Eight years ago this week the Howard Government (with the full-throated support of the Australian Labor Party) banned gay marriage in Australia and recognising marriages solemnised overseas. In Melbourne today, one of the gay-rights movement’s most prominent campaigners, Doug Pollard, gave this amazing speech to remind us why it is we fight.
When I was asked to speak today, I asked myself – what can there possibly be left to say about marriage equality? Why do we have to keep marching and lobbying and speaking, year after year, for eight years now, even though 2/3rds of Australians now support us.
I mean, why are we still here?
We’re here for equal marriage, obviously, but what does that mean, exactly? What’s so special about marriage that it has become our number one issue, for so long? It wasn’t always. It’s been a very long road from when I first joined a gay organisation, in England, back in 1970.
Back then, if you had told me that forty-odd years later I would be spending my time arguing and lobbying and marching for the right to get married, I would have fallen on the floor laughing. I didn’t understand, back then, what it would mean. To be able to marry my partner. It’s taken a while, but now, I think I do. It’s to do with permanence. It’s to do with continuity. Above all, it is for our protection, now and into the future.
Because one thing I have noticed through the years. Overall there has been progress. But there have been many times when rights we thought we had won, have been eroded, or ignored, or outright taken away, by a change in the political environment, a change of government. It happened in England under Margaret Thatcher. It happened in California, with Proposition 8. And it’s happening right now in Queensland. Rights we thought we had won, are being taken away again. And that makes marriage a much more important and profound right than any other we claim. Which is why we must not for one instant cease to fight for it, and, once we’ve got it, to keep it.

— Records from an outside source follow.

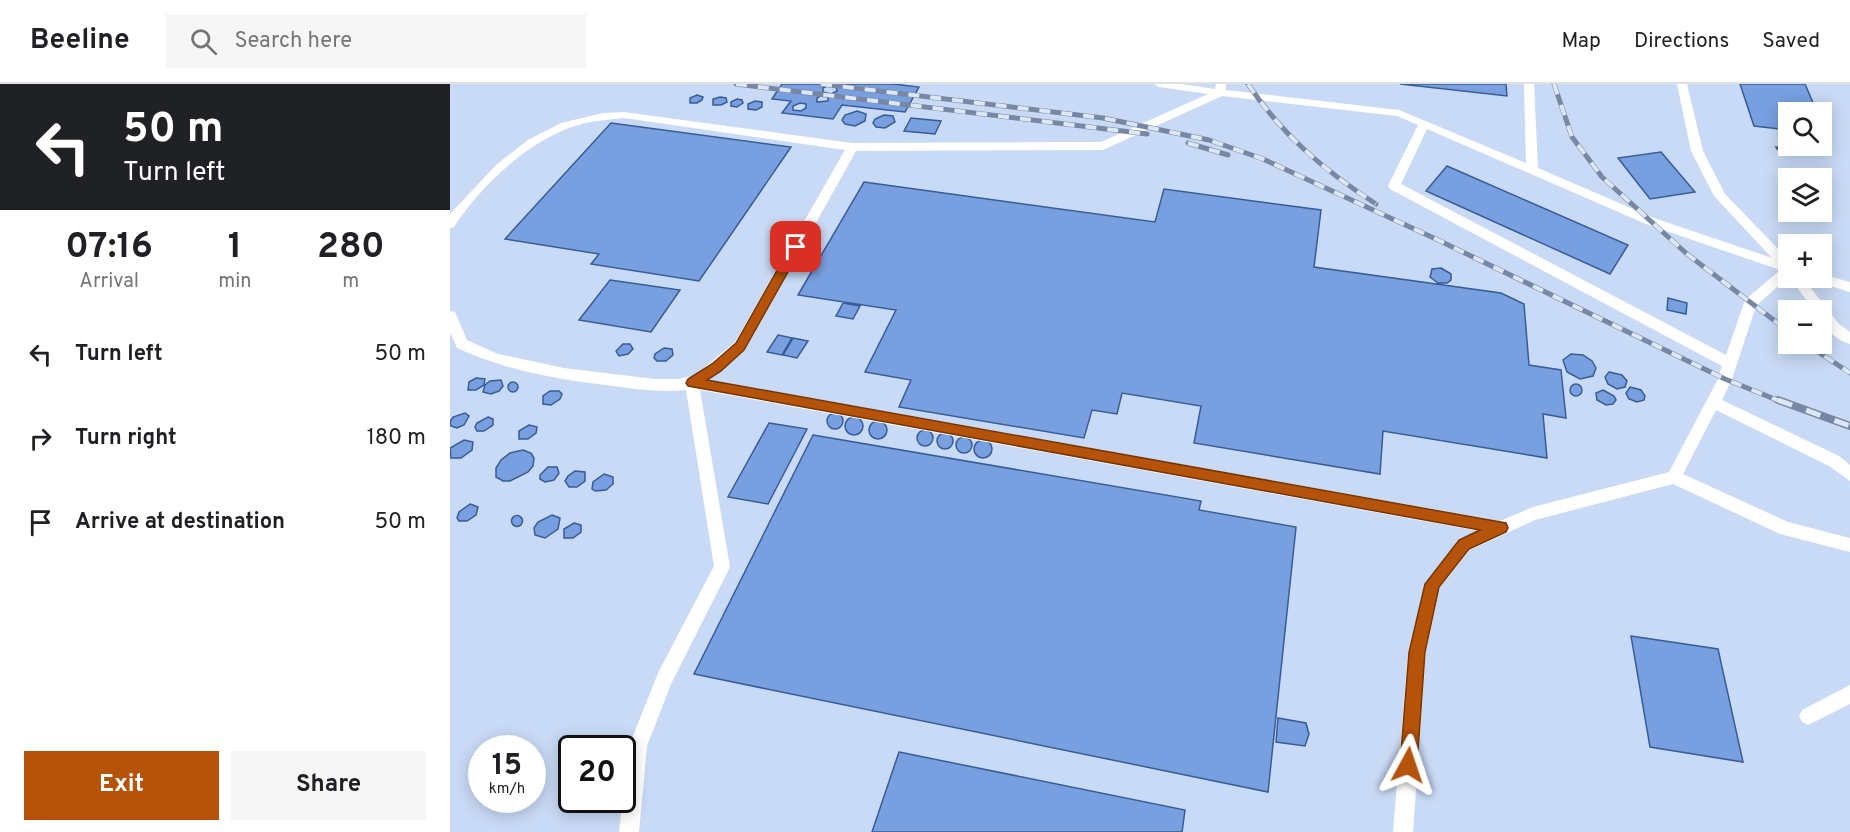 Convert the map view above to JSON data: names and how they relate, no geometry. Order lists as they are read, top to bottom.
{
  "page": {
    "header": "Beeline",
    "search": "Search here",
    "nav": ["Map", "Directions", "Saved"],
    "turn": ["50 m", "Turn left"],
    "map_buttons": ["+", "−"],
    "eta": [
      "07:16",
      "Arrival",
      "1",
      "min",
      "280",
      "m"
    ],
    "list": [
      {
        "name": "Turn left",
        "value": "50 m"
      },
      {
        "name": "Turn right",
        "value": "180 m"
      },
      {
        "name": "Arrive at destination",
        "value": "50 m"
      }
    ],
    "speed": "15 km/h",
    "limit": "20",
    "buttons": ["Exit", "Share"]
  }
}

Because the other thing I have learned is that, because we are a minority, the moment we relax, the moment we drop our guard, someone will attack. Someone will try to stuff us back into the closet – or worse. So the fight for gay rights is one that will never be over. But marriage is not just a right in itself: it is a powerful weapon in that fight. Marriage is not just about finding a partner to make a life with. Marriage is about binding together two families. But it’s a lot more. It is about binding together a whole society into one fabric.
Marriage equality is about adding our colourful rainbow threads to the web that marriage weaves throughout all society, the web of parents, uncles, grandparents, cousins, nephews and nieces, through the generations. Outside that web, as single threads, we are easily snapped. But woven into the fabric, we are strong, supported and protected.

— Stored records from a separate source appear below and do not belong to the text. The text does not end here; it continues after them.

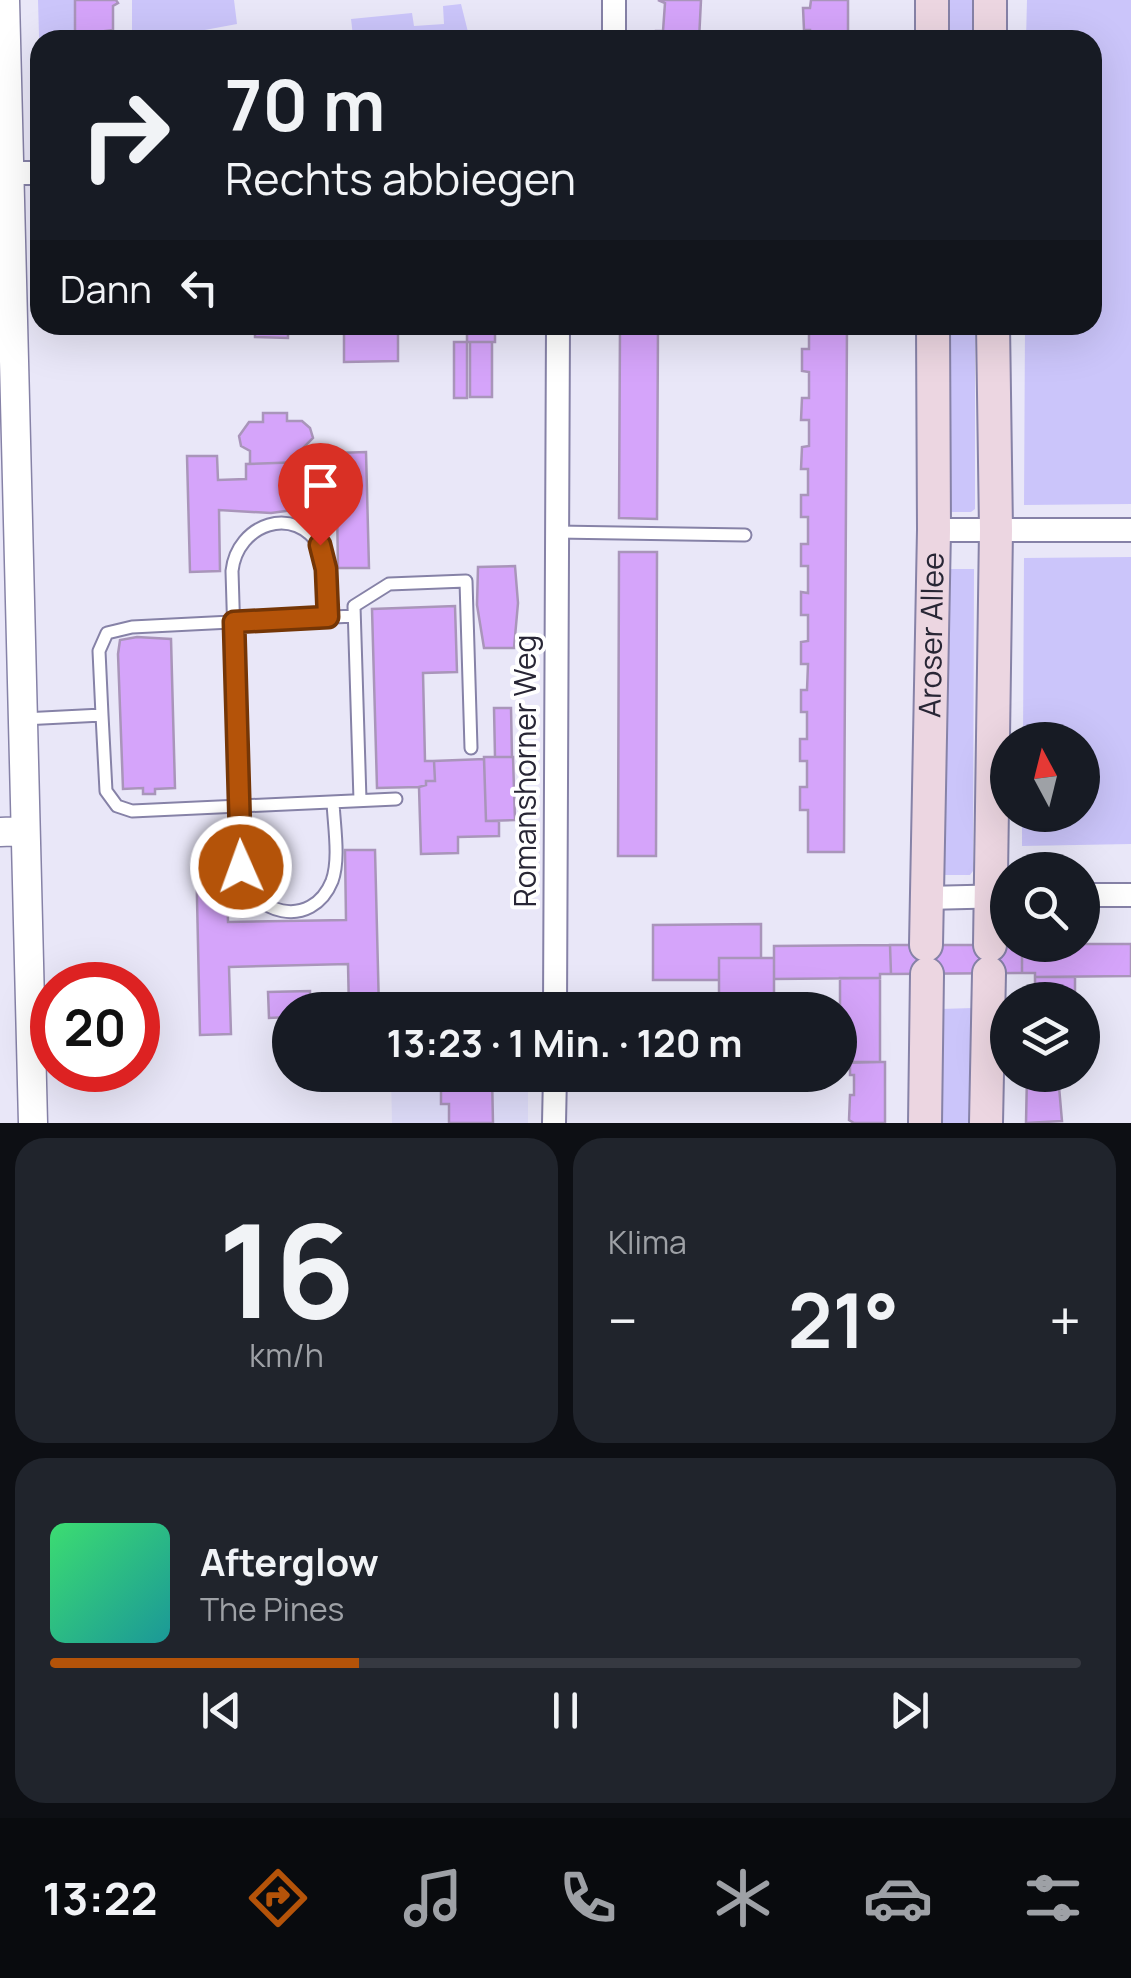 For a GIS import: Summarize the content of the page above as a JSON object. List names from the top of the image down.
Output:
{
  "streets": {
    "main road": ["Aroser Allee"],
    "street": ["Romanshorner Weg"]
  },
  "north": "top",
  "page": {
    "turn": ["70 m", "Rechts abbiegen"],
    "then": "Dann",
    "limit": "20",
    "trip": "13:23 · 1 Min. · 120 m",
    "tile": [
      ["16", "km/h"],
      "Klima"
    ],
    "heat": ["−", "21°", "+"],
    "song": ["Afterglow", "The Pines"],
    "tabs": "13:22"
  }
}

In the past, each new generation of glbtiq folk who came along more or less had to invent a life for themselves from nothing. And we’ve done pretty well at it, for a people who could be jailed for being themselves when I was a teenager. But this web we have built is fragile. Organisations, like the ALSO Foundation, that was meant to help us in our old age, collapse. Volunteers burn out. Governments withdraw funding, as Campbell Newman has done in Queensland. Or just stop listening to advice from our community.
Yes, Mr Baillieu, I’m talking about you and the Ministerial Advisory Committees on Justice and Health that used to operate in Victoria.

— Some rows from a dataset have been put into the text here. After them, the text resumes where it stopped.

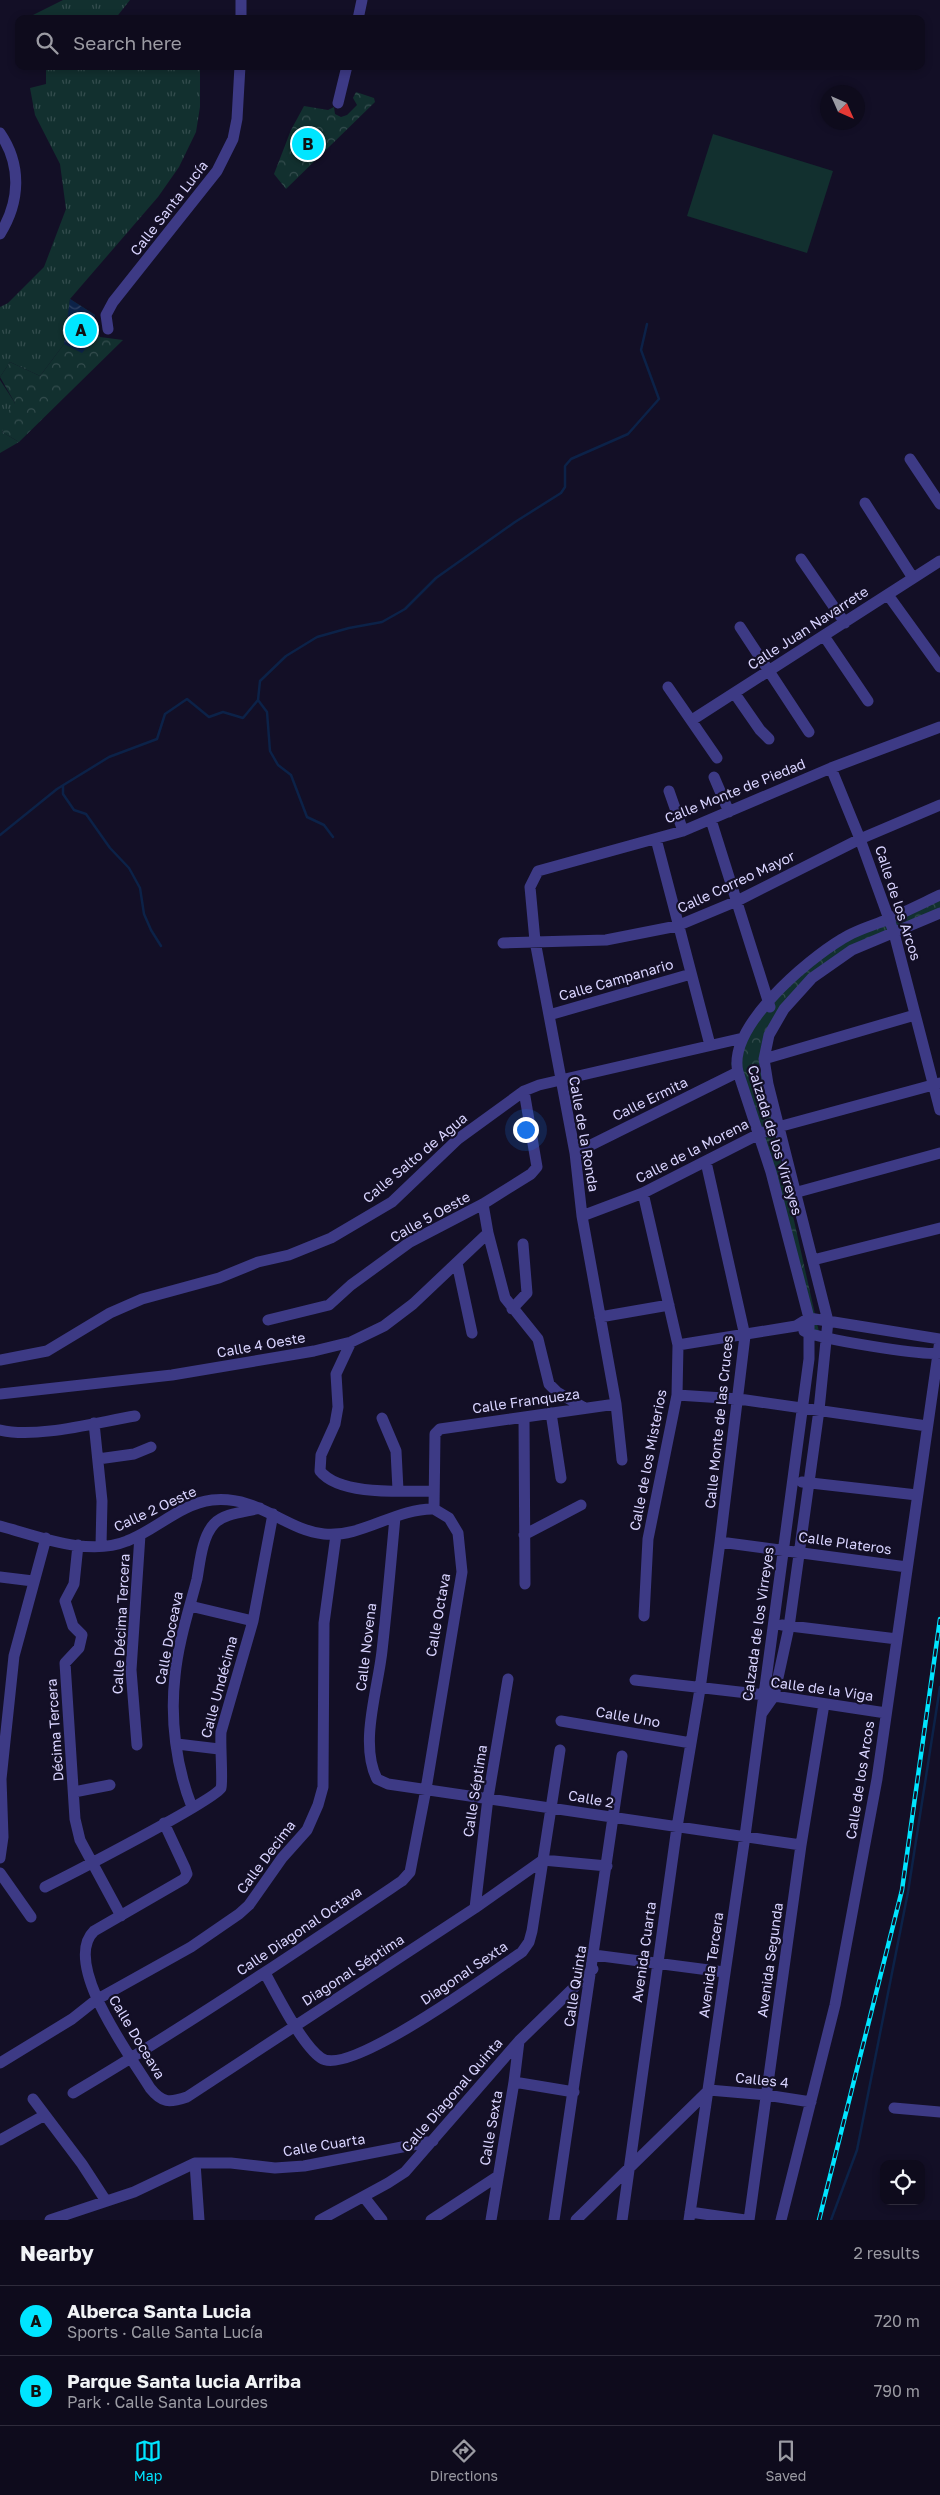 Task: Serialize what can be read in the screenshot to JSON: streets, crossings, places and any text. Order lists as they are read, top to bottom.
{
  "streets": {
    "street": [
      "Calle Santa Lucía",
      "Calle Juan Navarrete",
      "Calle Monte de Piedad",
      "Calle Correo Mayor",
      "Calle de los Arcos",
      "Calle Campanario",
      "Calle Ermita",
      "Calle de la Ronda",
      "Calzada de los Virreyes",
      "Calle de la Morena",
      "Calle Salto de Agua",
      "Calle 5 Oeste",
      "Calle 4 Oeste",
      "Calle Franqueza",
      "Calle Monte de las Cruces",
      "Calle de los Misterios",
      "Calle 2 Oeste",
      "Calle Plateros",
      "Calle Octava",
      "Calle Décima Tercera",
      "Calle Doceava",
      "Calle Novena",
      "Calle Undécima",
      "Calle de la Viga",
      "Calle Uno",
      "Décima Tercera",
      "Calle Séptima",
      "Calle 2",
      "Calle Decima",
      "Calle Diagonal Octava",
      "Avenida Cuarta",
      "Avenida Segunda",
      "Avenida Tercera",
      "Diagonal Séptima",
      "Diagonal Sexta",
      "Calle Quinta",
      "Calles 4",
      "Calle Diagonal Quinta",
      "Calle Sexta",
      "Calle Cuarta"
    ]
  },
  "crossings": [
    ["Calle Monte de Piedad", "Calle de los Arcos"],
    ["Calle Monte de Piedad", "Calle de la Ronda"],
    ["Calle Correo Mayor", "Calle de los Arcos"],
    ["Calle Correo Mayor", "Calle de la Ronda"],
    ["Calle de los Arcos", "Calzada de los Virreyes"],
    ["Calle de los Arcos", "Calle de la Morena"],
    ["Calle de los Arcos", "Calle Plateros"],
    ["Calle de los Arcos", "Calle de la Viga"],
    ["Calle de los Arcos", "Calles 4"],
    ["Calle Campanario", "Calle de la Ronda"],
    ["Calle Ermita", "Calle de la Ronda"],
    ["Calle Ermita", "Calzada de los Virreyes"],
    ["Calle de la Ronda", "Calle de la Morena"],
    ["Calle de la Ronda", "Calle Salto de Agua"],
    ["Calle de la Ronda", "Calle Franqueza"],
    ["Calzada de los Virreyes", "Calle de la Morena"],
    ["Calzada de los Virreyes", "Calle Salto de Agua"],
    ["Calzada de los Virreyes", "Calle Plateros"],
    ["Calzada de los Virreyes", "Calle de la Viga"],
    ["Calzada de los Virreyes", "Avenida Tercera"],
    ["Calle de la Morena", "Calle Monte de las Cruces"],
    ["Calle de la Morena", "Calle de los Misterios"],
    ["Calle Salto de Agua", "Calle 5 Oeste"],
    ["Calle Monte de las Cruces", "Calle Plateros"],
    ["Calle Monte de las Cruces", "Calle de la Viga"],
    ["Calle Monte de las Cruces", "Avenida Cuarta"],
    ["Calle 2 Oeste", "Calle Octava"],
    ["Calle 2 Oeste", "Calle Décima Tercera"],
    ["Calle 2 Oeste", "Calle Doceava"],
    ["Calle 2 Oeste", "Calle Novena"],
    ["Calle 2 Oeste", "Calle Undécima"],
    ["Calle 2 Oeste", "Décima Tercera"],
    ["Calle 2 Oeste", "Calle Decima"],
    ["Calle Octava", "Calle 2"],
    ["Calle Octava", "Calle Diagonal Octava"],
    ["Calle Doceava", "Calle Undécima"],
    ["Calle Doceava", "Décima Tercera"],
    ["Calle Doceava", "Calle Decima"],
    ["Calle Doceava", "Calle Diagonal Octava"],
    ["Calle Doceava", "Diagonal Séptima"],
    ["Calle Novena", "Calle 2"],
    ["Calle Undécima", "Décima Tercera"],
    ["Calle de la Viga", "Avenida Cuarta"],
    ["Calle de la Viga", "Avenida Segunda"],
    ["Calle Uno", "Avenida Cuarta"],
    ["Calle Séptima", "Calle 2"],
    ["Calle Séptima", "Diagonal Séptima"],
    ["Calle 2", "Calle Diagonal Octava"],
    ["Calle 2", "Avenida Cuarta"],
    ["Calle 2", "Avenida Segunda"],
    ["Calle 2", "Avenida Tercera"],
    ["Calle 2", "Diagonal Sexta"],
    ["Calle 2", "Calle Quinta"],
    ["Avenida Segunda", "Calles 4"],
    ["Avenida Tercera", "Calles 4"],
    ["Diagonal Séptima", "Diagonal Sexta"],
    ["Calle Quinta", "Calle Diagonal Quinta"],
    ["Calle Diagonal Quinta", "Calle Sexta"],
    ["Calle Diagonal Quinta", "Calle Cuarta"]
  ],
  "north": "bottom right",
  "page": {
    "search": "Search here",
    "pins": ["B", "A"],
    "heading": ["Nearby", "2 results"],
    "list": [
      {
        "mark": "A",
        "name": "Alberca Santa Lucia",
        "note": "Sports · Calle Santa Lucía",
        "value": "720 m"
      },
      {
        "mark": "B",
        "name": "Parque Santa lucia Arriba",
        "note": "Park · Calle Santa Lourdes",
        "value": "790 m"
      }
    ],
    "nav": ["Map", "Directions", "Saved"]
  }
}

Each new generation has had to fight afresh, build a new web, learn again. Because without marriage, each generation stands alone. But marriage binds the generations together. Once we marry and have children, we have a web which transmits knowledge and skills from father to daughter, mother to son, no matter what their sexuality or gender, regardless of who is in power, regardless of what organisations come and go. An integral part of every family in the country. No one will ever be able to stuff us back in a closet again, or take away our rights without one hell of a fight, because all our relatives will be fighting with us.
That’s why we’re still here at these rallies. That’s why we march, and lobby.
And that’s why above all else, we need equal marriage now.